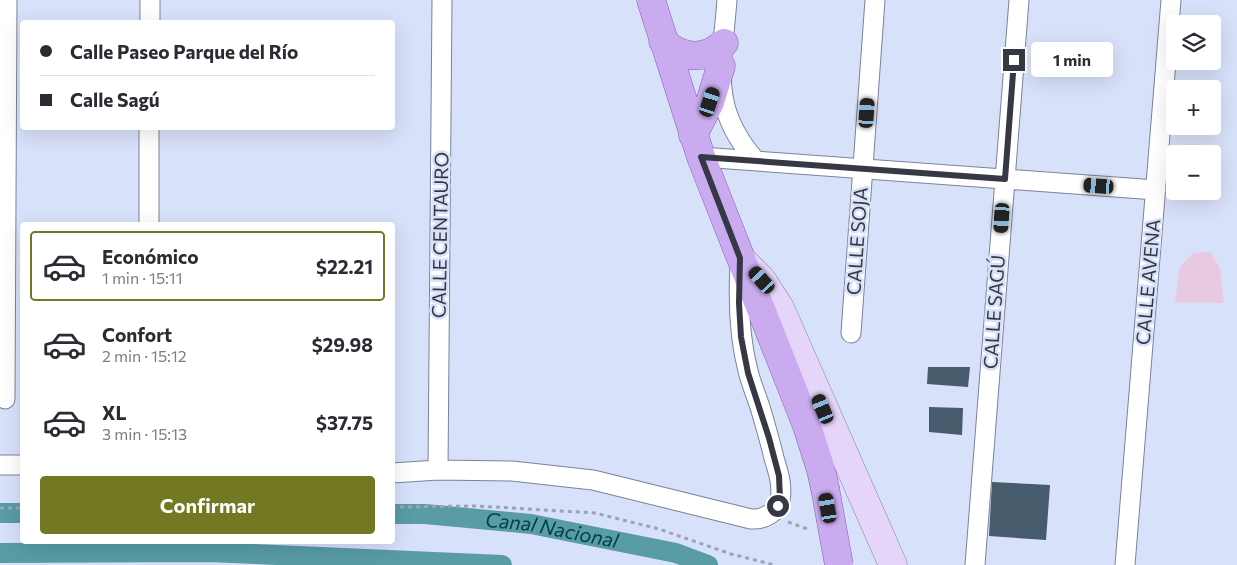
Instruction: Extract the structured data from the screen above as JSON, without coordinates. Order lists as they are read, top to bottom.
{
  "streets": {
    "street": [
      "CALLE CENTAURO",
      "CALLE SOJA",
      "CALLE AVENA",
      "CALLE SAGÚ"
    ]
  },
  "water": ["Canal Nacional"],
  "page": {
    "map_buttons": ["+", "−"],
    "banner": ["Calle Paseo Parque del Río", "Calle Sagú"],
    "bubble": "1 min",
    "list": [
      {
        "name": "Económico",
        "note": "1 min · 15:11",
        "value": "$22.21"
      },
      {
        "name": "Confort",
        "note": "2 min · 15:12",
        "value": "$29.98"
      },
      {
        "name": "XL",
        "note": "3 min · 15:13",
        "value": "$37.75"
      }
    ],
    "buttons": "Confirmar"
  }
}
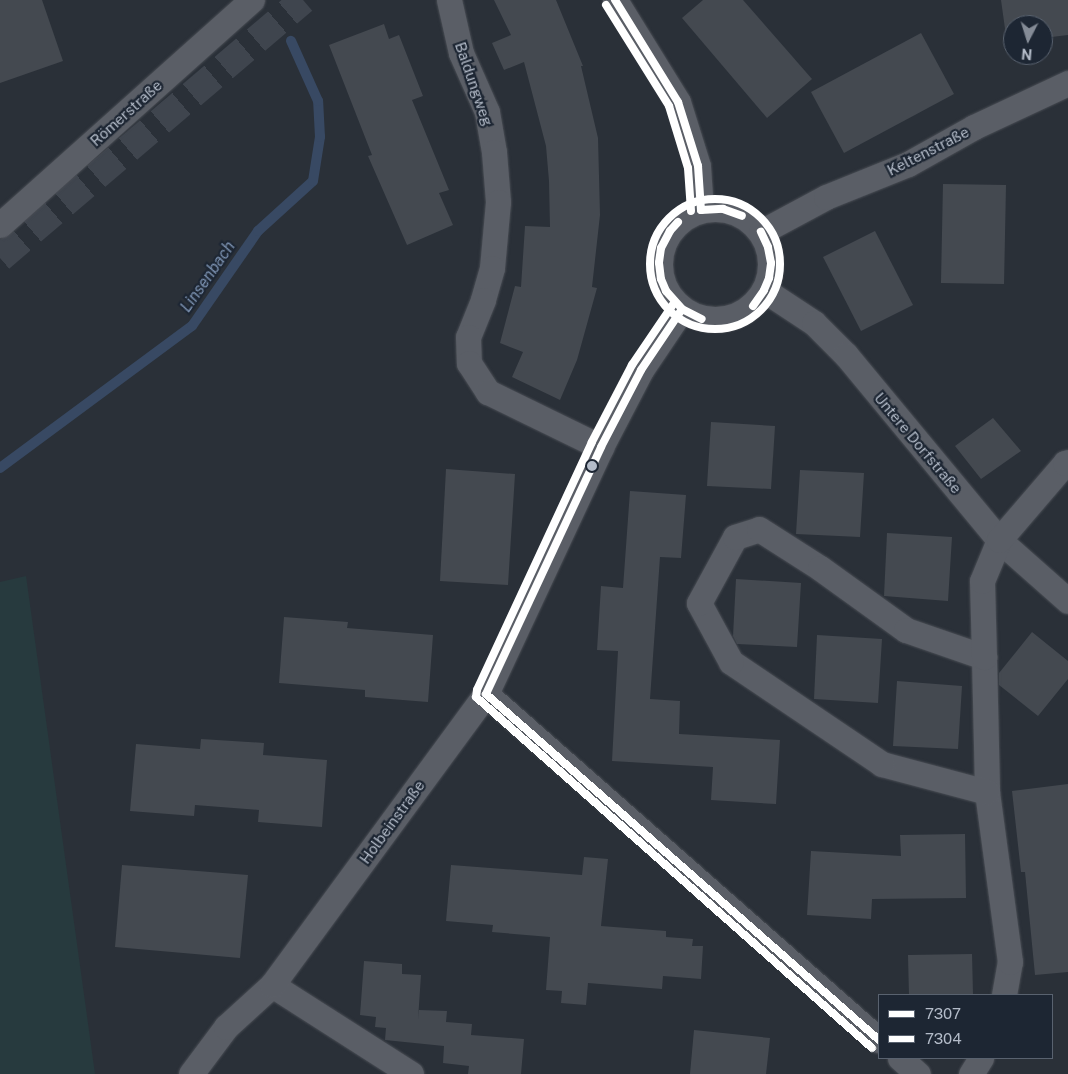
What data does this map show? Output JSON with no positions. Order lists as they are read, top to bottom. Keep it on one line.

WHAT IS NEEDED ▸ Without the pictures, write out the listing exactly as it appears above.

SOLUTION FOR THIS TASK ▸
Instruction: Extract the structured data from the screen above as JSON, without coordinates. Order lists as they are read, top to bottom.
{
  "streets": {
    "street": [
      "CALLE CENTAURO",
      "CALLE SOJA",
      "CALLE AVENA",
      "CALLE SAGÚ"
    ]
  },
  "water": ["Canal Nacional"],
  "page": {
    "map_buttons": ["+", "−"],
    "banner": ["Calle Paseo Parque del Río", "Calle Sagú"],
    "bubble": "1 min",
    "list": [
      {
        "name": "Económico",
        "note": "1 min · 15:11",
        "value": "$22.21"
      },
      {
        "name": "Confort",
        "note": "2 min · 15:12",
        "value": "$29.98"
      },
      {
        "name": "XL",
        "note": "3 min · 15:13",
        "value": "$37.75"
      }
    ],
    "buttons": "Confirmar"
  }
}
What data does this map show? Output JSON with no positions. Order lists as they are read, top to bottom. Keep it on one line.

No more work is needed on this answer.